Ich hab mer gedachd, da könnerd ich mit Ihnen amal a weng anstoßen. Wechen dem
Jubiläum.« Und mit der Erklärung ließ er den bereits vorsorglich gelockerten
Korken mit lautem Knall in den Main fliegen. Das Publikum fuhr erschrocken auf,
der Sekt quoll über, und Lagerfeld begann eifrig, die Gläser zu füllen.
    Die Augen von Kommissar Haderlein bohrten sich wie glühende Lanzen
in die seines untergebenen Kollegen. »Lagerfeld, hören Sie sofort mit dem
Blödsinn auf!«, herrschte er ihn an. »Wenn Sie dieses absonderliche Fest schon
unbedingt mit mir feiern möchten, dann nicht in aller Öffentlichkeit. Haben Sie
mich verstanden?« Nebenan wurden von der Presse bereits die ersten Fotos des
Sektempfanges geschossen.
    »Wie Sie wolln, Chef. Ich hab’s ja bloß gud gemaant«, maulte
Lagerfeld und verkroch sich beleidigt mit der Flasche zur Spusi unter die
Brücke, doch auch die Spurensicherer lehnten dankend seinen Sekt ab. Frustriert
rauchte er erst mal eine Zigarette. Sollten diese Miesepeter doch sehen, wie
sie ohne ihn klarkämen.
    Der Hauptkommissar begab sich zum Pegelpfeiler. Sein Kollege trieb
ihn noch in den Wahnsinn. Bei dem Gedanken, dass Lagerfeld irgendwann seinen
Job bei der Bamberger Dienstelle übernehmen würde, schauderte es ihn manchmal.
Eigentlich hieß der junge Kommissar gar nicht so, sondern hatte einen ganz
banalen Namen: Bernd Schmitt.
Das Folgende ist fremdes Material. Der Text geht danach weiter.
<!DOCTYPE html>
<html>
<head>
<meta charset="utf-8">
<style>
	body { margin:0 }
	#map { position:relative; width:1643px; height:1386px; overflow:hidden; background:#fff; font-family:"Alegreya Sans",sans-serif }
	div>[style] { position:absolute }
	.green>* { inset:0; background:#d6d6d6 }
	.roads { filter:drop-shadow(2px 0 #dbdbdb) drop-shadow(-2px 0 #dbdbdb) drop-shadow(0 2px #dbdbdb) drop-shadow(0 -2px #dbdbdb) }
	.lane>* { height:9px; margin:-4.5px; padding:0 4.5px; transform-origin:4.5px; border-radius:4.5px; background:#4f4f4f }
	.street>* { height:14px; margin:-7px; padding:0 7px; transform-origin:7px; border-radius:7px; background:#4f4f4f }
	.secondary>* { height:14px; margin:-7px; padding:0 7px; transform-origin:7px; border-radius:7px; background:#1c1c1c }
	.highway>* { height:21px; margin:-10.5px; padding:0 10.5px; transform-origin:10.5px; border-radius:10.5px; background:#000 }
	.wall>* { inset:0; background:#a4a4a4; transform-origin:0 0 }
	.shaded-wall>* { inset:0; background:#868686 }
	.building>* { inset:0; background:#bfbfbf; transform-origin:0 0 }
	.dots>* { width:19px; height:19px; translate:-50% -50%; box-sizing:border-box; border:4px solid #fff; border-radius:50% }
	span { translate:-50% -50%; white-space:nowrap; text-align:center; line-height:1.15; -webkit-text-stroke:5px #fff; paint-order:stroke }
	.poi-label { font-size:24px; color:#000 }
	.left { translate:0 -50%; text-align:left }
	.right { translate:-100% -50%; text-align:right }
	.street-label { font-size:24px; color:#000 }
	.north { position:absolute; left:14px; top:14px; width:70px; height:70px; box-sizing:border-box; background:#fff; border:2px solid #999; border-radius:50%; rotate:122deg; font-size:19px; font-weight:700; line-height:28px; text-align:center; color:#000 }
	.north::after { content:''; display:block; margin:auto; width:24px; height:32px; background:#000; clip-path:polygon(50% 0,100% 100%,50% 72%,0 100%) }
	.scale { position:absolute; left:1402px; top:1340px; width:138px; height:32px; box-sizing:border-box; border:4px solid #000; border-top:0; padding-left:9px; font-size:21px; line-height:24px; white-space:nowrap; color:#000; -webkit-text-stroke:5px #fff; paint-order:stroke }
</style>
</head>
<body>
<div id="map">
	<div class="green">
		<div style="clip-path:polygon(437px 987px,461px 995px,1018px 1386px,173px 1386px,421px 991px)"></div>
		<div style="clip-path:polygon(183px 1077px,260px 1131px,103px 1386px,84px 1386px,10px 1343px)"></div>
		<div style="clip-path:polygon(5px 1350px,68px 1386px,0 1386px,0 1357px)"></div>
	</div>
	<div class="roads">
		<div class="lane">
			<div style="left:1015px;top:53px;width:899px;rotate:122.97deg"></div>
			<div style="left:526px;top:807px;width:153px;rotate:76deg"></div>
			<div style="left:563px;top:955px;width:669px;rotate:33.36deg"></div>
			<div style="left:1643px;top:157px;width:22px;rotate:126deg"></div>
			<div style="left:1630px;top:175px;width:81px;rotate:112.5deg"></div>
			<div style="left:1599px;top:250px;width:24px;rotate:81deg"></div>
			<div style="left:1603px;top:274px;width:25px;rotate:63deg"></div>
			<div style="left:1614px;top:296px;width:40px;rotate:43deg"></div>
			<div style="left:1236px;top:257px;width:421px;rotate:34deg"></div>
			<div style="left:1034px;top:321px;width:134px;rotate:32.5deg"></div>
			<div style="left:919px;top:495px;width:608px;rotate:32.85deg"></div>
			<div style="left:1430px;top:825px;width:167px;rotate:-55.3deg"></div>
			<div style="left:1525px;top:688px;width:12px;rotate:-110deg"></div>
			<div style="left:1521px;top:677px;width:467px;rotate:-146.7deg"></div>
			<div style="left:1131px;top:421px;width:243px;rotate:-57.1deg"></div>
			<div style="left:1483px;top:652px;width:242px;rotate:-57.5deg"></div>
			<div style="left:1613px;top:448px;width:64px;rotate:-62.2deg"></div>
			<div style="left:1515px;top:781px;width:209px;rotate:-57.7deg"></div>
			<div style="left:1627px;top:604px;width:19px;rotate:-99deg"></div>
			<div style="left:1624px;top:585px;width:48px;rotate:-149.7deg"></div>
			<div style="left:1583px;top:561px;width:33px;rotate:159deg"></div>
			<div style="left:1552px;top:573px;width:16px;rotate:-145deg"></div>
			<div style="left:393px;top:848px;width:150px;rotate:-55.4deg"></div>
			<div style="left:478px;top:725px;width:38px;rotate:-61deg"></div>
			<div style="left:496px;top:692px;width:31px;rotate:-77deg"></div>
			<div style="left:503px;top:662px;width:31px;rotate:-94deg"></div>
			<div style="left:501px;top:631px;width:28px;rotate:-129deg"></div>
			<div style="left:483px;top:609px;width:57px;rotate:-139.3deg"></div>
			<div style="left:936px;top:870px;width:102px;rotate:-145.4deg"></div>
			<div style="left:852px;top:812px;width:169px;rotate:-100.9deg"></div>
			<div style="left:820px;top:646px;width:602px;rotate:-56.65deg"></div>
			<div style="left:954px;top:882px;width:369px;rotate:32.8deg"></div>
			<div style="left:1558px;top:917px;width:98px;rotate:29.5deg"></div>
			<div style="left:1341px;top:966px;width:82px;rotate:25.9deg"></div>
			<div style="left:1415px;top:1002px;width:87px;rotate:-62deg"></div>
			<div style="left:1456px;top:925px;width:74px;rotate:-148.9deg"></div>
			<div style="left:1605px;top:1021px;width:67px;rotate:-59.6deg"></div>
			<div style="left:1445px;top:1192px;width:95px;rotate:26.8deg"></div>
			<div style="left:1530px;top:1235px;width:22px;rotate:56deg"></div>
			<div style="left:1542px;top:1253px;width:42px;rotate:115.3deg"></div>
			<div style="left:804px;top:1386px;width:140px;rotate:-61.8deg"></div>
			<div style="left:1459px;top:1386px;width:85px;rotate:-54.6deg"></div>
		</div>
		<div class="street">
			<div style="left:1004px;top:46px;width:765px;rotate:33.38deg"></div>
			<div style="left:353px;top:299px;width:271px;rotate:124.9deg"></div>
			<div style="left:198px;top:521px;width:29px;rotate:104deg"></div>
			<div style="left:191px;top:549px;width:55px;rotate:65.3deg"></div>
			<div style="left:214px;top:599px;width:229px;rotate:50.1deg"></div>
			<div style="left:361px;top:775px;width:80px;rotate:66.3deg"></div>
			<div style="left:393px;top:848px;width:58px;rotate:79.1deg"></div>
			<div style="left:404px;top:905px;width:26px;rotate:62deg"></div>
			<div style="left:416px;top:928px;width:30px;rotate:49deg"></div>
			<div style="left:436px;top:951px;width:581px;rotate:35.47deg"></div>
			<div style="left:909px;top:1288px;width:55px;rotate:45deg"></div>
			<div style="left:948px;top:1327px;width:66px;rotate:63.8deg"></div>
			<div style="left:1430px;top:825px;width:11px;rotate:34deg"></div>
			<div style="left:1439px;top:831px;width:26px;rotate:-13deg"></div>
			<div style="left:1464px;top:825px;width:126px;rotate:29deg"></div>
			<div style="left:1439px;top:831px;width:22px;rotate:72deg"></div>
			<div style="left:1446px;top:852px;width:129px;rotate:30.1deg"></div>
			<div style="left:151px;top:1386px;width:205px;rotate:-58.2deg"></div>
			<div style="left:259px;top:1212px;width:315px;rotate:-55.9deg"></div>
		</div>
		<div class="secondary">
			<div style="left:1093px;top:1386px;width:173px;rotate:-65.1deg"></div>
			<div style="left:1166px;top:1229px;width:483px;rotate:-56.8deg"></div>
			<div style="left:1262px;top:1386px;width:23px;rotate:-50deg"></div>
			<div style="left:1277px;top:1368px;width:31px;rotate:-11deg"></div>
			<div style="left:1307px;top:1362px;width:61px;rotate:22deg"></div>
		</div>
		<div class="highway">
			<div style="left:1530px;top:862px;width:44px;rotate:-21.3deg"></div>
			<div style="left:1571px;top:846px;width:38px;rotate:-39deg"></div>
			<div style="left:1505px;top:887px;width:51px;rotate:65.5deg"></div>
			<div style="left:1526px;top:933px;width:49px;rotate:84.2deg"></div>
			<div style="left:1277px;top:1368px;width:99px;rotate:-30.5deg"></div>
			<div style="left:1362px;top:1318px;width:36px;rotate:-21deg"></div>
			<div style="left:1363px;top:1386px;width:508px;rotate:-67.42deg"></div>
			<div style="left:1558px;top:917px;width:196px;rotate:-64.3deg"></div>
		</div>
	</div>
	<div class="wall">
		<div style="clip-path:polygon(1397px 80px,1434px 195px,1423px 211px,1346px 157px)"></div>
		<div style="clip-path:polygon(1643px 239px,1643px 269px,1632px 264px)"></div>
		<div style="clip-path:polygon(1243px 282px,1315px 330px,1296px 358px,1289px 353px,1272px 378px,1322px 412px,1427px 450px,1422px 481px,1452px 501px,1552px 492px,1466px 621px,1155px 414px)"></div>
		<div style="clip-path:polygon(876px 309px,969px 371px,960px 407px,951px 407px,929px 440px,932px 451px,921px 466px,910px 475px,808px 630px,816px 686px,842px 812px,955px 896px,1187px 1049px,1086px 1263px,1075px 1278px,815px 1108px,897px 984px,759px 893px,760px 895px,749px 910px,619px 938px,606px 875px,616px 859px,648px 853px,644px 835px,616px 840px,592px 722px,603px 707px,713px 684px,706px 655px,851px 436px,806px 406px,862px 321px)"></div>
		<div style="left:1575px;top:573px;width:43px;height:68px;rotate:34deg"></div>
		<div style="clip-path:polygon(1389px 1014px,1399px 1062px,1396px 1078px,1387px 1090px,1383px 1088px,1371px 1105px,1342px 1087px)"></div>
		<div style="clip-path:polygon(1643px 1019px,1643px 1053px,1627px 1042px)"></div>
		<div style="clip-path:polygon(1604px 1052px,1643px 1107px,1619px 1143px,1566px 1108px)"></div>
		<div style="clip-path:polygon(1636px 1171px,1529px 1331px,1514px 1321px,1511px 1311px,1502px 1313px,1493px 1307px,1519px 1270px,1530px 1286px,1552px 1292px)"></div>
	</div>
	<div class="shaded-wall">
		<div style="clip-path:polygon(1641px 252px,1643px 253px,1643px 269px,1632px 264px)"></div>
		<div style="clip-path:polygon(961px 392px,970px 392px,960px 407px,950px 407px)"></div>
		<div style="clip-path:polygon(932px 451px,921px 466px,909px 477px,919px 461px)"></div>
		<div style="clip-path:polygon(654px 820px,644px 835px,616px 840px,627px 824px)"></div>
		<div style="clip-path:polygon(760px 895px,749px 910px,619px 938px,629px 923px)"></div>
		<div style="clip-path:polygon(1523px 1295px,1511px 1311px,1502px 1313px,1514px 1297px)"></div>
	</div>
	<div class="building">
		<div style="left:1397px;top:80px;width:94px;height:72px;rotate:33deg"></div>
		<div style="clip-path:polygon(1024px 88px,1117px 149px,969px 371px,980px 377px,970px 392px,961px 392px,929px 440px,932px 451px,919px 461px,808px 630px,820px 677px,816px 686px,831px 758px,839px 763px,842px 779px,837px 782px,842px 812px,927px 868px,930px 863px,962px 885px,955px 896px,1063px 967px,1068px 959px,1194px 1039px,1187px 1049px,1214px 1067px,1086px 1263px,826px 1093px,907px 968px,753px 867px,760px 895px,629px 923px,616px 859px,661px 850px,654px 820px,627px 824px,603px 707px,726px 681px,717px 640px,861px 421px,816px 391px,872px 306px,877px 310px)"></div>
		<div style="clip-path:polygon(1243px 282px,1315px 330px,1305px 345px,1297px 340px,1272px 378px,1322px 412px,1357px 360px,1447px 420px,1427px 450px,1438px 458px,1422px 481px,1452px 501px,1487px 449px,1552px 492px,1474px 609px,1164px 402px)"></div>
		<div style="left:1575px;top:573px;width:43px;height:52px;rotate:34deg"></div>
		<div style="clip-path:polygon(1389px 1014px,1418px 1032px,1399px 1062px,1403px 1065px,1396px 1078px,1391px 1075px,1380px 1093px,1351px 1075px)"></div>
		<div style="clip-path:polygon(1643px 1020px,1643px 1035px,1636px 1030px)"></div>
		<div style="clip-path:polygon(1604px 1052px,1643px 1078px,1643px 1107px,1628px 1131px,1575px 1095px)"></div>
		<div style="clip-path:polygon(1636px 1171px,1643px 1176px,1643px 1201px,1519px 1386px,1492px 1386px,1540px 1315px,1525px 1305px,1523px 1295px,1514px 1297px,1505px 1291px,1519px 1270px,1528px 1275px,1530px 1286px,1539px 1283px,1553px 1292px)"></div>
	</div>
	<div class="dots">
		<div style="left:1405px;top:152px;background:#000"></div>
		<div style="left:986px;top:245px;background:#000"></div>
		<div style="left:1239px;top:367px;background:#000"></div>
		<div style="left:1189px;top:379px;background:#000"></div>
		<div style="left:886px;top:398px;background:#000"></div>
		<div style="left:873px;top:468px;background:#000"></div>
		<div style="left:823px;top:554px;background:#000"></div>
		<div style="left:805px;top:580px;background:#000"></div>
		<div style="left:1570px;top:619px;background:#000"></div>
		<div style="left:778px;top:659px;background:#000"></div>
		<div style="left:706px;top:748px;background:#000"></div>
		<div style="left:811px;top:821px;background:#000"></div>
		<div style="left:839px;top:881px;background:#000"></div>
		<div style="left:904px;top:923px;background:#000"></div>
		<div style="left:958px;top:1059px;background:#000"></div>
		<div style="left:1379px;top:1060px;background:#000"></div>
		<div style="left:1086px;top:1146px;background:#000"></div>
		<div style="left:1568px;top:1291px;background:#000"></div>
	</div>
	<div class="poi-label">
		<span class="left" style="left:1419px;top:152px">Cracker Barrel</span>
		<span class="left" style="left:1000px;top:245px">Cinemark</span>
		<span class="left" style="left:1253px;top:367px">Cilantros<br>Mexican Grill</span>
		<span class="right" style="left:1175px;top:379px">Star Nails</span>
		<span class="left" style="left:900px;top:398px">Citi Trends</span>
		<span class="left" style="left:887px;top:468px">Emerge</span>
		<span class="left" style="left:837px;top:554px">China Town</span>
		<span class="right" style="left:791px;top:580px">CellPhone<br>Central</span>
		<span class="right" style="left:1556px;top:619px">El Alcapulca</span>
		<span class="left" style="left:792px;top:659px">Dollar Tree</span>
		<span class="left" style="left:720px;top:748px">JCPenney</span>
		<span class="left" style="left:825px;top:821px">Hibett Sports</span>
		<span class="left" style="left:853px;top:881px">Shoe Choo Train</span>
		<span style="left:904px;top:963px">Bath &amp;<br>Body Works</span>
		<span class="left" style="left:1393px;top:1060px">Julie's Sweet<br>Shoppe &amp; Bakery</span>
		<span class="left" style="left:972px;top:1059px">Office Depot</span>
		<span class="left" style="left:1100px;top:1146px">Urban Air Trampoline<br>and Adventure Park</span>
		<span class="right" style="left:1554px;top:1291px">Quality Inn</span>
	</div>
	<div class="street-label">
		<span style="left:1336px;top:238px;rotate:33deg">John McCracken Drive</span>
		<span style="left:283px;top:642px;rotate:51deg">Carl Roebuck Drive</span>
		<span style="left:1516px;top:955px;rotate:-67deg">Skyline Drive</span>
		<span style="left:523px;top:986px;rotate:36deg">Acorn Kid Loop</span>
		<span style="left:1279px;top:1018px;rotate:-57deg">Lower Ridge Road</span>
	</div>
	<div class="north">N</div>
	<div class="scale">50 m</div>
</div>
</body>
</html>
Aber weil er seine dünnen Haare hinten zu einem
idiotischen Zopf zusammenzubinden und vorne eine dicke, dunkle Sonnenbrille zu
tragen pflegte, wurde er schon immer wie der große Modeschöpfer genannt.
Haderlein fand die Erscheinung absolut lächerlich, aber sein Kollege stand
drauf. Das Outfit hatte sogar schon eine Dienstaufsichtsbeschwerde nach sich
gezogen – allerdings ohne Konsequenz.